Perhaps the most important victory for all car enthusiasts and anyone that has had to suffer from fixed or mobile speed cameras has come today, from no other than Victoria Police.
A recent survey by the Herald Sun has found that more than 70 per cent of Victorian police believe speed and red light cameras are more about revenue-raising than preserving road safety. A point we have tried so very hard to get across.
Out of the 3459 police officers questioned, only 6 per cent (207) strongly agreed speed cameras really do help save lives. Most interestingly though, the main duty of police officers – to serve and protect – is not shared by 42 per cent of the force, who strongly believe making money for the Government is their main role!
Nonetheless, Insp Richard Watkins, of Victoria Police’s major collision investigation unit, still claimed that traffic police strongly supported speed cameras.
“If the cameras are doing their job, then we spend less time at serious collisions and fatalities, members might want to come and spend a day with us to see the impact of speed.” he said.
In Victoria alone, an average of more than 50,000 mobile speed camera fines are issued each month and that figure excludes tickets issued by fixed cameras.
Victoria Police were quick to point out that regardless of what the Police force believe, excessive speed is still the most common cause of road accidents.
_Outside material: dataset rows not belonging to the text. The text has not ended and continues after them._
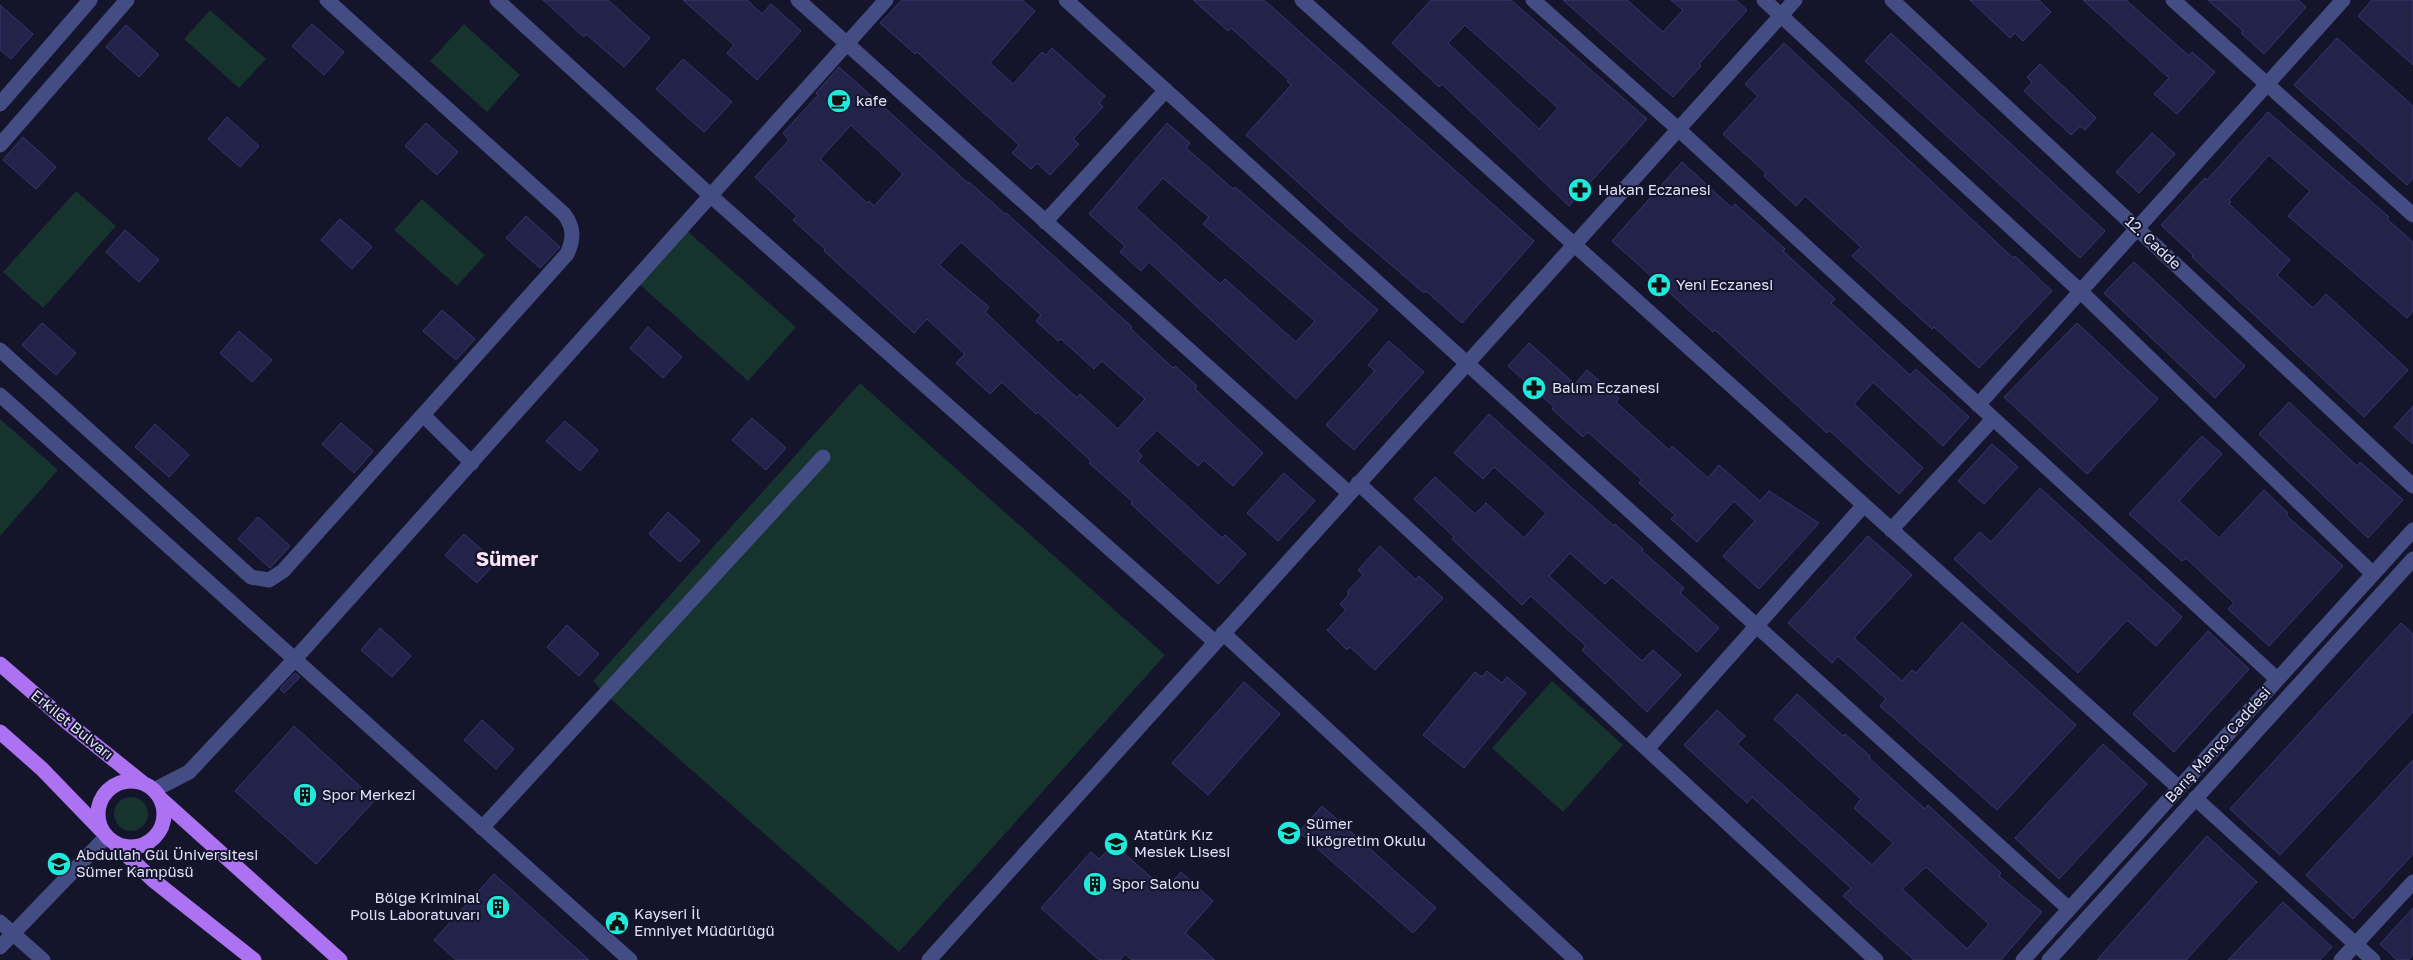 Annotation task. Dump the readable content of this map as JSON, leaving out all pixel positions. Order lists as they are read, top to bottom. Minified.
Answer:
{"streets":{"main road":["Erkilet Bulvarı"],"street":["12. Cadde","Barış Manço Caddesi"]},"districts":["Sümer"],"places":{"cafe":["kafe"],"pharmacy":["Hakan Eczanesi","Yeni Eczanesi","Balım Eczanesi"],"building":["Spor Merkezi","Spor Salonu","Bölge Kriminal Polis Laboratuvarı"],"school or university":["Sümer İlköğretim Okulu","Atatürk Kız Meslek Lisesi","Abdullah Gül Üniversitesi Sümer Kampüsü"],"public building":["Kayseri İl Emniyet Müdürlüğü"]}} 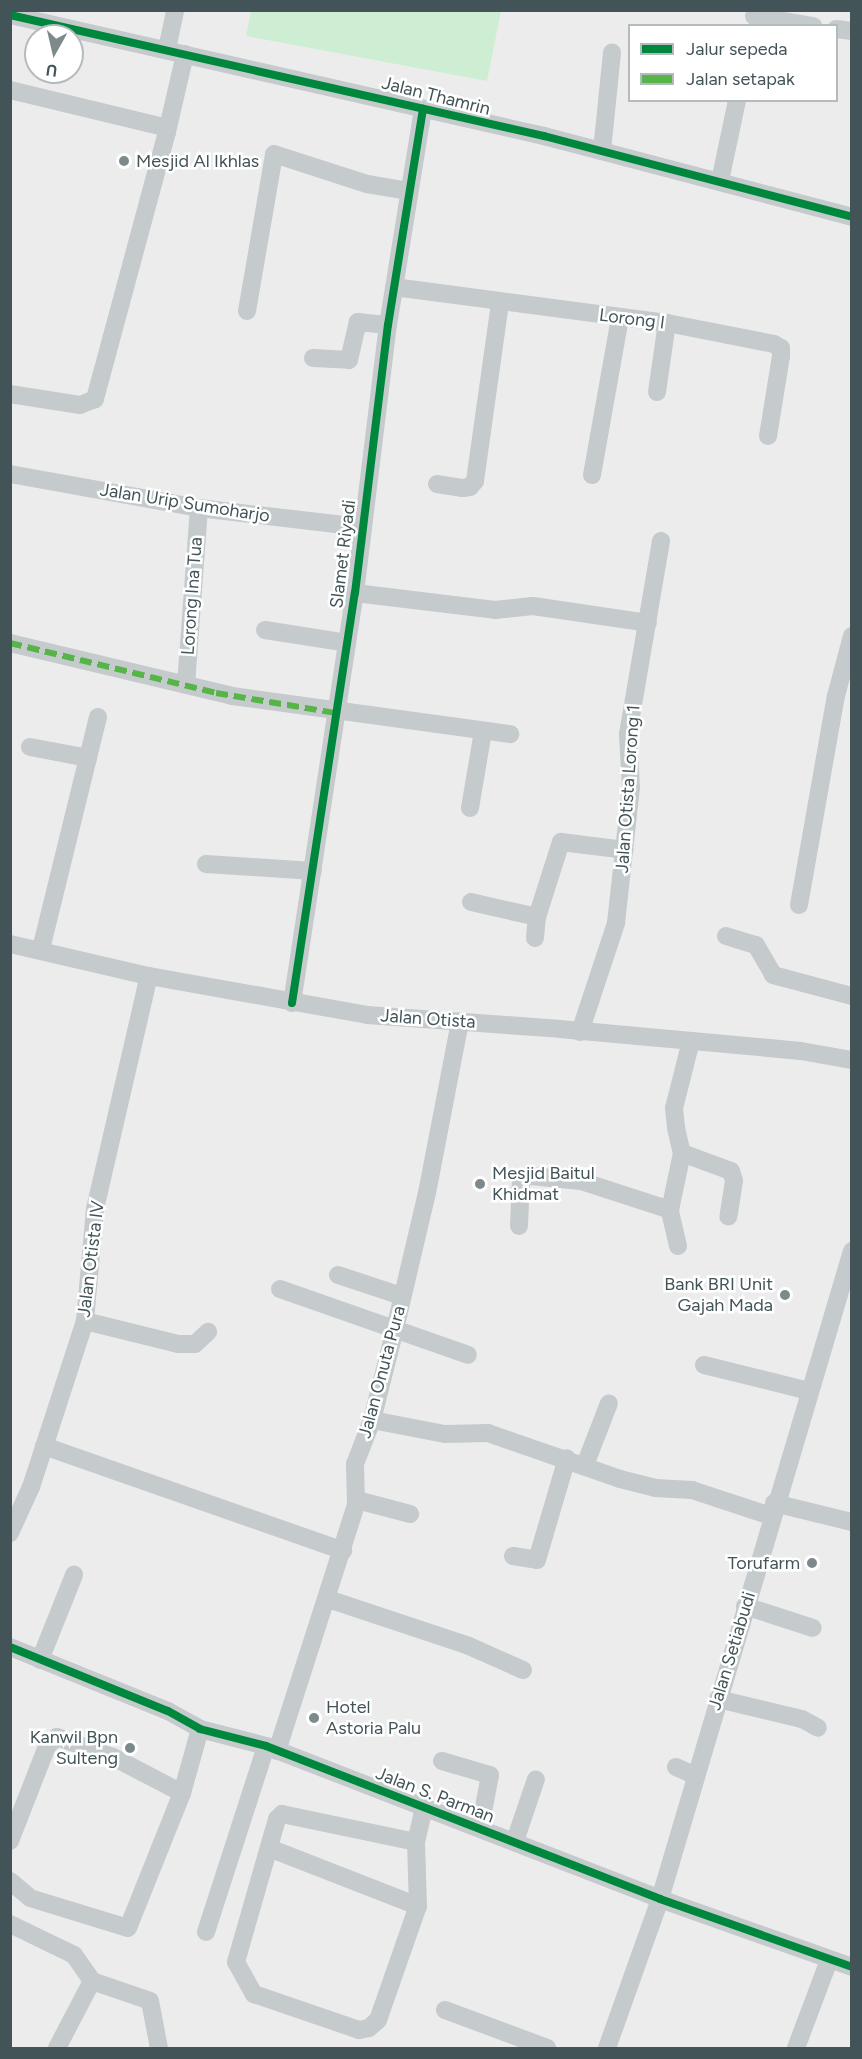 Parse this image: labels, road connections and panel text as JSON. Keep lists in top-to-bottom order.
{
  "streets": {
    "street": [
      "Jalan Thamrin",
      "Lorong I",
      "Jalan Urip Sumoharjo",
      "Slamet Riyadi",
      "Lorong Ina Tua",
      "Jalan Otista Lorong 1",
      "Jalan Otista",
      "Jalan Otista IV",
      "Jalan Onuta Pura",
      "Jalan Setiabudi",
      "Jalan S. Parman"
    ]
  },
  "crossings": [
    ["Jalan Thamrin", "Slamet Riyadi"],
    ["Lorong I", "Slamet Riyadi"],
    ["Jalan Urip Sumoharjo", "Slamet Riyadi"],
    ["Jalan Urip Sumoharjo", "Lorong Ina Tua"],
    ["Slamet Riyadi", "Jalan Otista"],
    ["Jalan Otista Lorong 1", "Jalan Otista"],
    ["Jalan Otista", "Jalan Otista IV"],
    ["Jalan Otista", "Jalan Onuta Pura"],
    ["Jalan Onuta Pura", "Jalan S. Parman"],
    ["Jalan Setiabudi", "Jalan S. Parman"]
  ],
  "places": [
    "Mesjid Al Ikhlas",
    "Mesjid Baitul Khidmat",
    "Bank BRI Unit Gajah Mada",
    "Torufarm",
    "Hotel Astoria Palu",
    "Kanwil Bpn Sulteng"
  ],
  "legend": ["Jalur sepeda", "Jalan setapak"],
  "north": "bottom"
}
A spokeswoman for the force noted that there has been a 50 per cent drop in the road toll since the inception of cameras in 1989.
Unfortunately, nor her or the Victorian police force has considered the enormous advancements in vehicle safety since 1989. The inclusion of airbags in nearly all new cars, ESP, ABS, Side airbags, the list goes on, but, according to Victoria Police, the 50% reduction is primarily due to speed cameras…
“The traffic camera program is ultimately designed to reduce the number of vehicle collisions and therefore the incidence of road trauma and death,” she said.
Now that the police officers agree with the majority of us, how can we move forward from here?